[RFC] drm/xe: Ensure write lock is held when calling xe_vma_rebind()

Wed Jun 5 16:44:36 UTC 2024

On Wed, Jun 05, 2024 at 12:16:07PM +0200, Nirmoy Das wrote:
> xe_vma_rebind() expects write vm lock is held so start out with a
> read lock and upgrade if a vma rebind is required.
> 
> Closes: https://gitlab.freedesktop.org/drm/xe/kernel/-/issues/1894
> Fixes: bf69918b7199 ("drm/xe: Use xe_vma_ops to implement page fault rebinds")
> Cc: Matthew Brost <matthew.brost at intel.com>
> Cc: Oak Zeng <oak.zeng at intel.com>
> Signed-off-by: Nirmoy Das <nirmoy.das at intel.com>
> ---
>  drivers/gpu/drm/xe/xe_gt_pagefault.c | 25 +++++++++----------------
>  1 file changed, 9 insertions(+), 16 deletions(-)
> 
> diff --git a/drivers/gpu/drm/xe/xe_gt_pagefault.c b/drivers/gpu/drm/xe/xe_gt_pagefault.c
> index 040dd142c49c..543cfa9892f6 100644
> --- a/drivers/gpu/drm/xe/xe_gt_pagefault.c
> +++ b/drivers/gpu/drm/xe/xe_gt_pagefault.c
> @@ -153,24 +153,15 @@ static int handle_pagefault(struct xe_gt *gt, struct pagefault *pf)
>  		return -EINVAL;
>  
>  retry_userptr:
> -	/*
> -	 * TODO: Avoid exclusive lock if VM doesn't have userptrs, or
> -	 * start out read-locked?
> -	 */
> -	down_write(&vm->lock);
> -	write_locked = true;
> +	/* start out with read-locked and upgrade of vma is needed a rebind */
> +	down_read(&vm->lock);
> +	write_locked = false;
>  	vma = lookup_vma(vm, pf->page_addr);
>  	if (!vma) {
>  		ret = -EINVAL;
>  		goto unlock_vm;
>  	}
>  
> -	if (!xe_vma_is_userptr(vma) ||
> -	    !xe_vma_userptr_check_repin(to_userptr_vma(vma))) {
> -		downgrade_write(&vm->lock);
> -		write_locked = false;
> -	}
> -
>  	trace_xe_vma_pagefault(vma);
>  
>  	atomic = access_is_atomic(pf->access_type);
> @@ -179,9 +170,14 @@ static int handle_pagefault(struct xe_gt *gt, struct pagefault *pf)
>  	if (vma_is_valid(tile, vma) && !atomic)
>  		goto unlock_vm;
>  
> +	/* xe_vma_rebind() expects a write lock so upgrade the vm lock */
> +	up_read(&vm->lock);
> +	down_write(&vm->lock);

You can't do this, or even if it works it is bad, bad practice to drop
the lock as someone else could come in and acquire the lock in write
mode. In this case, a user unbind of the VMA could happen and the VMA
could be destoryed. Now the VMA refs below are accessing corrupt memory.

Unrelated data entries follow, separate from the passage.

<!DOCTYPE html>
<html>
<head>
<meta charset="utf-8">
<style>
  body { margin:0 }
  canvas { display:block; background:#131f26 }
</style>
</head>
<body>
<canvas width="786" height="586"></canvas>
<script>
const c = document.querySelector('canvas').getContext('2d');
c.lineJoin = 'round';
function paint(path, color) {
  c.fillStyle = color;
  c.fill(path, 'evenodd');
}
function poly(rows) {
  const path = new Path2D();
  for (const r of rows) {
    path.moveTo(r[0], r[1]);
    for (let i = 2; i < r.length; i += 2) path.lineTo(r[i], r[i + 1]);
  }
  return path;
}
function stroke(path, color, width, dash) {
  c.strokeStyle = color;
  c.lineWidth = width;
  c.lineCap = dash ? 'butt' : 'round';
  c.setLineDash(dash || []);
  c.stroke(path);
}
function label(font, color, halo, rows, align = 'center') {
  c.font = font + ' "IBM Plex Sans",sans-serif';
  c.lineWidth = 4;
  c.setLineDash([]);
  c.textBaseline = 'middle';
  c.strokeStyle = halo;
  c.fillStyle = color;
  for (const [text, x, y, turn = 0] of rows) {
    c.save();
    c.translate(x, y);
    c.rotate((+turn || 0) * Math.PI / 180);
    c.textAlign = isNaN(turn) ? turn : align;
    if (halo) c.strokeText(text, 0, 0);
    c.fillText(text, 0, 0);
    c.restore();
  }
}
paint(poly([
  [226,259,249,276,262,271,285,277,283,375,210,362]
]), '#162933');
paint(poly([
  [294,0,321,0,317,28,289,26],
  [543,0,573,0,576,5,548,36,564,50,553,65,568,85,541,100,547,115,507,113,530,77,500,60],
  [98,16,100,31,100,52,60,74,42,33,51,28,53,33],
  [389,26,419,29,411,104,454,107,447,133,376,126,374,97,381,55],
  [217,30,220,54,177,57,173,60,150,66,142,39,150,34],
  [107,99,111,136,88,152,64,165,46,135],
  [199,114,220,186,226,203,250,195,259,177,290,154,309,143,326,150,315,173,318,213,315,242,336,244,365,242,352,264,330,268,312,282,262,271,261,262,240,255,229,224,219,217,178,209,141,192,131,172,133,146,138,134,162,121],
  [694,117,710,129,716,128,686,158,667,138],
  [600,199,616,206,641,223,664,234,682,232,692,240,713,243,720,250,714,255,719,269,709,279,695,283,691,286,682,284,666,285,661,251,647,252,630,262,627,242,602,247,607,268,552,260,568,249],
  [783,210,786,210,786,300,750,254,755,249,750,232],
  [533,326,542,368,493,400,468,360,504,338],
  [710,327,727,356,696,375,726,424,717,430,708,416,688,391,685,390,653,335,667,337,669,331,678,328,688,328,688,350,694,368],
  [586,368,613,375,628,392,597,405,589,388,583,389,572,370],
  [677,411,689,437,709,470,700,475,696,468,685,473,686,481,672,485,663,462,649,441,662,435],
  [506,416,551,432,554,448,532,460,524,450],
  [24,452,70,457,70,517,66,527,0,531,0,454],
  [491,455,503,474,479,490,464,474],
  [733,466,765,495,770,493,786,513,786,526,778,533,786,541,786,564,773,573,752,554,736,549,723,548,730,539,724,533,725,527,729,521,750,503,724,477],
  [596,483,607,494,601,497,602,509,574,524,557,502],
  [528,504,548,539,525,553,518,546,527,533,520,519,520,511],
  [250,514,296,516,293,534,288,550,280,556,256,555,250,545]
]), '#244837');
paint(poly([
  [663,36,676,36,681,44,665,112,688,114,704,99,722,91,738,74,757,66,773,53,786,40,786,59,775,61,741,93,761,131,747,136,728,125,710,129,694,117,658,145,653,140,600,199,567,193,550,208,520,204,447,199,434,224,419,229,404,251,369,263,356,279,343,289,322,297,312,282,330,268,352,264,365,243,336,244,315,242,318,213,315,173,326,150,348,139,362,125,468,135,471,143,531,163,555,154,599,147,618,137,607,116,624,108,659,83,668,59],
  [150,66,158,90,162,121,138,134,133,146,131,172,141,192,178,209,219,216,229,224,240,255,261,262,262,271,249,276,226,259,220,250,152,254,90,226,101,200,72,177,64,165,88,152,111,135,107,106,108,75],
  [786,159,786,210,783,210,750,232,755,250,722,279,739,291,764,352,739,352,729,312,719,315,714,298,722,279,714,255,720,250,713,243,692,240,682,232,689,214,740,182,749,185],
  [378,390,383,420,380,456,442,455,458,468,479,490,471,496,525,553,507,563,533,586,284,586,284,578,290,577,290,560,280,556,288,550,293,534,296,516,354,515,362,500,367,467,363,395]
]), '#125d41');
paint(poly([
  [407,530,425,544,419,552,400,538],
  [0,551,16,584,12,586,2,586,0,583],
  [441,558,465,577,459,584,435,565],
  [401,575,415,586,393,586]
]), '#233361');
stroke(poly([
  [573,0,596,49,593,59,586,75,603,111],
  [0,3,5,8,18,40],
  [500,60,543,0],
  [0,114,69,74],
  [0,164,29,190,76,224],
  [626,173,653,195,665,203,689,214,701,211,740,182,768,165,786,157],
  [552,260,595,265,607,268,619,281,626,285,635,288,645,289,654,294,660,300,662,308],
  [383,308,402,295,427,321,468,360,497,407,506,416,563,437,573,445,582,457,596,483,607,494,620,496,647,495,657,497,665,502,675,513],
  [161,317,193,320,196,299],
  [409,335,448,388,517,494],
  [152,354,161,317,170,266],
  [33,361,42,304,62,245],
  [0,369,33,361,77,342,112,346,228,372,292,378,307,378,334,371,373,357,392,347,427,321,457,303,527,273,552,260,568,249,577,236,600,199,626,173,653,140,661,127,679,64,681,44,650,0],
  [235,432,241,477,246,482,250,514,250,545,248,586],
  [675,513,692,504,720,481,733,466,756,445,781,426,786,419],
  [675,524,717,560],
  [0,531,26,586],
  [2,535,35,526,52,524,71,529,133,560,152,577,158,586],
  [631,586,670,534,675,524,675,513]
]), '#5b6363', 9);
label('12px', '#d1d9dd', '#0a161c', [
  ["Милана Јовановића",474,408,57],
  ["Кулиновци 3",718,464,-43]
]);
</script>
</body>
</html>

I have on going refactor [1] here which just takes the vm->lock in write
mode for page faults. I suggest we just review / use that now.

Long term I think we need to audit the read / write usage of vm->lock as
I'm almost certain we have broken the intended usage of this lock. Or
honestly maybe just change this lock to a mutex as I'm unsure if the
read vs. write buys us anything and complicates the driver.

Matt

[1] https://patchwork.freedesktop.org/series/133628/

> +	write_locked = true;
>  	/* TODO: Validate fault */
>  
> -	if (xe_vma_is_userptr(vma) && write_locked) {
> +	if (xe_vma_is_userptr(vma) &&
> +	    xe_vma_userptr_check_repin(to_userptr_vma(vma))) {
>  		struct xe_userptr_vma *uvma = to_userptr_vma(vma);
>  
>  		spin_lock(&vm->userptr.invalidated_lock);
> @@ -191,9 +187,6 @@ static int handle_pagefault(struct xe_gt *gt, struct pagefault *pf)
>  		ret = xe_vma_userptr_pin_pages(uvma);
>  		if (ret)
>  			goto unlock_vm;
> -
> -		downgrade_write(&vm->lock);
> -		write_locked = false;
>  	}
>  
>  	/* Lock VM and BOs dma-resv */
> -- 
> 2.42.0
>